• _Problem description_: The lines from the first line of the entries through the line containing "0 #b2c0c9) drop-shadow(-2px" are to be repeated exactly, with both of those lines included.

• _Stored items_:
BEGIN

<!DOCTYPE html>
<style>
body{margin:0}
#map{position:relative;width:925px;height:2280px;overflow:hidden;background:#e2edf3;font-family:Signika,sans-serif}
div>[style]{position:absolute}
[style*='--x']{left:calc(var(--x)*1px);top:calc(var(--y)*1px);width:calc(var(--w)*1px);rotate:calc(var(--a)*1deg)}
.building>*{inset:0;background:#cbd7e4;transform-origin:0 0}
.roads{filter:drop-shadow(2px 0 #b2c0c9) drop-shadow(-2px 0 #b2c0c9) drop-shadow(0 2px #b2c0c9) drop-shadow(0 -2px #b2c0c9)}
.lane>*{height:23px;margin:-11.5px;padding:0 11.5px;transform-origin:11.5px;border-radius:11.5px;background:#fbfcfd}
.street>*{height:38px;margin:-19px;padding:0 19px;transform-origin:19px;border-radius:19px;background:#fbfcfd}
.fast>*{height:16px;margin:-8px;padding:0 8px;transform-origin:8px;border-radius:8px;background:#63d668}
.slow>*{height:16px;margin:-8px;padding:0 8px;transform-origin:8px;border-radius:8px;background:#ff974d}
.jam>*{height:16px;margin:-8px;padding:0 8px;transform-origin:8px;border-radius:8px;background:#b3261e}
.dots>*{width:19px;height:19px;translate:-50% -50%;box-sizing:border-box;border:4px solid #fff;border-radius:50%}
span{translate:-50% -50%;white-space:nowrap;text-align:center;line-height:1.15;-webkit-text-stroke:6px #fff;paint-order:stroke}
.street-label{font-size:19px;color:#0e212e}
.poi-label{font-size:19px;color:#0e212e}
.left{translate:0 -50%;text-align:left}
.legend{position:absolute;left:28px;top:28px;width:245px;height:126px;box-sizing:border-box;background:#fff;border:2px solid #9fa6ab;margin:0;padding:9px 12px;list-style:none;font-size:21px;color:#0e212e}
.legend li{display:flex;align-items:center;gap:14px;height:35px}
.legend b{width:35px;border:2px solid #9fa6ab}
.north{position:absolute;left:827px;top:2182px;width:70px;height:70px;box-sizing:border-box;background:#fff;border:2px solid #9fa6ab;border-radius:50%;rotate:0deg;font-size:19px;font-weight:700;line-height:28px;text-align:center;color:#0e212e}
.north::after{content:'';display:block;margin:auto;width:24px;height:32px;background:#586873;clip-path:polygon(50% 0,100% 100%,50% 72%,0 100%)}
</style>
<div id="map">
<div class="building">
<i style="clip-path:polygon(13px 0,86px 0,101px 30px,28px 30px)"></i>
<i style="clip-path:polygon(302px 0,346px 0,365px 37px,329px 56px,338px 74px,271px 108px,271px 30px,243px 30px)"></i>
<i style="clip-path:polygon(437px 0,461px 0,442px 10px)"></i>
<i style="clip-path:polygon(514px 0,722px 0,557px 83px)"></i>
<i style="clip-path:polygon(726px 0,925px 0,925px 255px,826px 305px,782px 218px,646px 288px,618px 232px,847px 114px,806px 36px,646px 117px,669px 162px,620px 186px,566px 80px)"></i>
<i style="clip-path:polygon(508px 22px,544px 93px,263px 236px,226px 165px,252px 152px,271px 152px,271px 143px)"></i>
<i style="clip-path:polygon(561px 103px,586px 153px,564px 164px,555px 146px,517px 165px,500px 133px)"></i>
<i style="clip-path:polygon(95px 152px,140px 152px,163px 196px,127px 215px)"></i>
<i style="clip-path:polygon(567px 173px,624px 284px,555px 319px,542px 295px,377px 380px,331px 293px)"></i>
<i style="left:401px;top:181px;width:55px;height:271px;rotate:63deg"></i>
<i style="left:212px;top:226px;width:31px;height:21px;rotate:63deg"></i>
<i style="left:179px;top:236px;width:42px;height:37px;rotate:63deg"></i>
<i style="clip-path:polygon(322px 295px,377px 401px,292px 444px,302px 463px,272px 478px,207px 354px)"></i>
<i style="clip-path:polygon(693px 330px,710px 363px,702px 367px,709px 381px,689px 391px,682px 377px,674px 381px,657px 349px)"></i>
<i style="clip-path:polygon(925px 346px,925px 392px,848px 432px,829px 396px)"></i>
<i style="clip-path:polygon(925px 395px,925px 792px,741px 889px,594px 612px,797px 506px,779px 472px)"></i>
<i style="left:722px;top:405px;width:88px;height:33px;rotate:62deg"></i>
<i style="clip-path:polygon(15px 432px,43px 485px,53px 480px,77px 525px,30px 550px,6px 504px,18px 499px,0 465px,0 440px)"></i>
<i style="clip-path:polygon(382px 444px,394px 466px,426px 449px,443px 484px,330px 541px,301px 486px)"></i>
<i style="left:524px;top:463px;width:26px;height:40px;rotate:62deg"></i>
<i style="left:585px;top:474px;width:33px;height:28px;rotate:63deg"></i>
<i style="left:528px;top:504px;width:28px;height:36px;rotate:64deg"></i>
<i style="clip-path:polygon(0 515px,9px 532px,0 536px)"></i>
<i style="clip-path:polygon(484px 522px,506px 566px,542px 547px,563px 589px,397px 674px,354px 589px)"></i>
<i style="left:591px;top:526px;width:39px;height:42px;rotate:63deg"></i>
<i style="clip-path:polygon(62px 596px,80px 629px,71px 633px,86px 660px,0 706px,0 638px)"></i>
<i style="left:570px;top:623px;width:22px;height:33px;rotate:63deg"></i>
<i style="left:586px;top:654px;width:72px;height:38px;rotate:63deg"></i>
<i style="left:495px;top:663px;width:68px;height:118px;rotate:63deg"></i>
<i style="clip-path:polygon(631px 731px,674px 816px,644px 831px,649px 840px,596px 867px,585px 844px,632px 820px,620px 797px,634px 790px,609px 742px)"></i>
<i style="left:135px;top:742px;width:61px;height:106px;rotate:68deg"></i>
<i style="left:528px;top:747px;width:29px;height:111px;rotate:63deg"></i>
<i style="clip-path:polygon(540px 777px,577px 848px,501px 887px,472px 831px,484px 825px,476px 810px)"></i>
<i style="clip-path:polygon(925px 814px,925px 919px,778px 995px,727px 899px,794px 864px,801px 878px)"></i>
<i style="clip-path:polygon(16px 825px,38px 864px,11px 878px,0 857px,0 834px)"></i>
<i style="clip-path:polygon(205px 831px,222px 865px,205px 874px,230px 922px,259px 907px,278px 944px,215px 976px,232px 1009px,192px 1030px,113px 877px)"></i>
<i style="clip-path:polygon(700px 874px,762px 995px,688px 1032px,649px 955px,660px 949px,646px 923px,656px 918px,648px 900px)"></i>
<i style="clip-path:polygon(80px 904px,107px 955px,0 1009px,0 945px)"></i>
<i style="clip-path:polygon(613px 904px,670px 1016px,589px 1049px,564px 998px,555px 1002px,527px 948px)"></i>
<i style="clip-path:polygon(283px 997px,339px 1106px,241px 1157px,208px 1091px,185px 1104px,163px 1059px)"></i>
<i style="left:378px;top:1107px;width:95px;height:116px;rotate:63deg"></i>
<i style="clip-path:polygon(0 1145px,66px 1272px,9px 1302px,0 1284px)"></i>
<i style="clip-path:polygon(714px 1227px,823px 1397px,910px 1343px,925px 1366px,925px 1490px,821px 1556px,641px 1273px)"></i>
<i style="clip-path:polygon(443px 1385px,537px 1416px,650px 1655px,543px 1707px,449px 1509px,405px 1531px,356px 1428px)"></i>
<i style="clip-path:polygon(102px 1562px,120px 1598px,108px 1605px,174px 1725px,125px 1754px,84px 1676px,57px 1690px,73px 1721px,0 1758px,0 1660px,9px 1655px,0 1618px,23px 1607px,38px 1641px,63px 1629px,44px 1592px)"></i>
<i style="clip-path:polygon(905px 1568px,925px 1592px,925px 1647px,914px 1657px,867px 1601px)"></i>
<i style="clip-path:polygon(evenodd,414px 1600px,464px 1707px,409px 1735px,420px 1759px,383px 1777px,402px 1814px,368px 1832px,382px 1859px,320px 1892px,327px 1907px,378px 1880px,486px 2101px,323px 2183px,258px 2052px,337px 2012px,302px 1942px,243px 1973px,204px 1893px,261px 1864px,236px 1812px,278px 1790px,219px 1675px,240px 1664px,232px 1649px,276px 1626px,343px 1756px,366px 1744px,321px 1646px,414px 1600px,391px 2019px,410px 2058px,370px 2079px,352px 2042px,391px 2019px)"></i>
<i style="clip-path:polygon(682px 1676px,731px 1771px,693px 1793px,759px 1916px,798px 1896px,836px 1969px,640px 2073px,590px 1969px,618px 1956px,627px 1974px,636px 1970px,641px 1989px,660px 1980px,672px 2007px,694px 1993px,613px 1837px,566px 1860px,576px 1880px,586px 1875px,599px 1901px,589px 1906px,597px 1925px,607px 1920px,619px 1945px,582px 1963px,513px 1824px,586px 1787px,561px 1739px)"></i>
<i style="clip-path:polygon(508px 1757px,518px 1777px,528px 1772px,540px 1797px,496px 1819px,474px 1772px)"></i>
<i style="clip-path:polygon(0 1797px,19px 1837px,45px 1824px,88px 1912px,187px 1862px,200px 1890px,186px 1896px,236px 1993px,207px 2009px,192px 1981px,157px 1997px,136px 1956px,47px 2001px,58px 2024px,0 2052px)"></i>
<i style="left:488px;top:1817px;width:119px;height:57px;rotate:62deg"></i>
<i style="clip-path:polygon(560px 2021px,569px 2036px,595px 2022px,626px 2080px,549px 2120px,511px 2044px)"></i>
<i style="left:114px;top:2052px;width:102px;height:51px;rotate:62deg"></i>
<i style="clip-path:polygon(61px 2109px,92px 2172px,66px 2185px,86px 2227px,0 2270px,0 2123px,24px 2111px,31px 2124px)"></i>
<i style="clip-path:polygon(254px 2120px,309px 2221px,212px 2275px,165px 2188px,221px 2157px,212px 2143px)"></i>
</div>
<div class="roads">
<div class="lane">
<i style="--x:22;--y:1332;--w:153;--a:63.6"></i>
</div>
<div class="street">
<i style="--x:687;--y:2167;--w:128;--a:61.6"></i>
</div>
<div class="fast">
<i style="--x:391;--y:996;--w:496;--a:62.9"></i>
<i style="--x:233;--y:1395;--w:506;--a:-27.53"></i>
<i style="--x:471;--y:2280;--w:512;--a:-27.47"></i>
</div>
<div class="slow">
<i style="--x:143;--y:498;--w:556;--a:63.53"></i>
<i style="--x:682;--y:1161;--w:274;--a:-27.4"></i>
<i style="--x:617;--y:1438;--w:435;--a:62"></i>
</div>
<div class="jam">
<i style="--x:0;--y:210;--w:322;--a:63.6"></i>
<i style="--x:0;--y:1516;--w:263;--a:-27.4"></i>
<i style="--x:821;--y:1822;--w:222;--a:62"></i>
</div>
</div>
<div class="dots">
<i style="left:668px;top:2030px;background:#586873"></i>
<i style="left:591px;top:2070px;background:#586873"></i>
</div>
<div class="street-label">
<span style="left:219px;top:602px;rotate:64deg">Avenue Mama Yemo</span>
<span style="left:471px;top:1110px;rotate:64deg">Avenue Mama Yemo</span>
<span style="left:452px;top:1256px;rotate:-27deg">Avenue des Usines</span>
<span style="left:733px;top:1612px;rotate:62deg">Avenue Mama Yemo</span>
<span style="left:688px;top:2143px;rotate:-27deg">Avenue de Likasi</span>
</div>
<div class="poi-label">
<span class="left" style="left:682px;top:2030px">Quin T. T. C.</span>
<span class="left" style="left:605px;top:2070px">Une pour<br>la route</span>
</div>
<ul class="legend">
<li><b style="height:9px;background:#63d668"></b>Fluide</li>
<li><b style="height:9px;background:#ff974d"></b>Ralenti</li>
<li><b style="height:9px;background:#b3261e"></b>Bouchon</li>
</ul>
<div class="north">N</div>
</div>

END

• _Task response_:
<!DOCTYPE html>
<style>
body{margin:0}
#map{position:relative;width:925px;height:2280px;overflow:hidden;background:#e2edf3;font-family:Signika,sans-serif}
div>[style]{position:absolute}
[style*='--x']{left:calc(var(--x)*1px);top:calc(var(--y)*1px);width:calc(var(--w)*1px);rotate:calc(var(--a)*1deg)}
.building>*{inset:0;background:#cbd7e4;transform-origin:0 0}
.roads{filter:drop-shadow(2px 0 #b2c0c9) drop-shadow(-2px 0 #b2c0c9) drop-shadow(0 2px #b2c0c9) drop-shadow(0 -2px #b2c0c9)}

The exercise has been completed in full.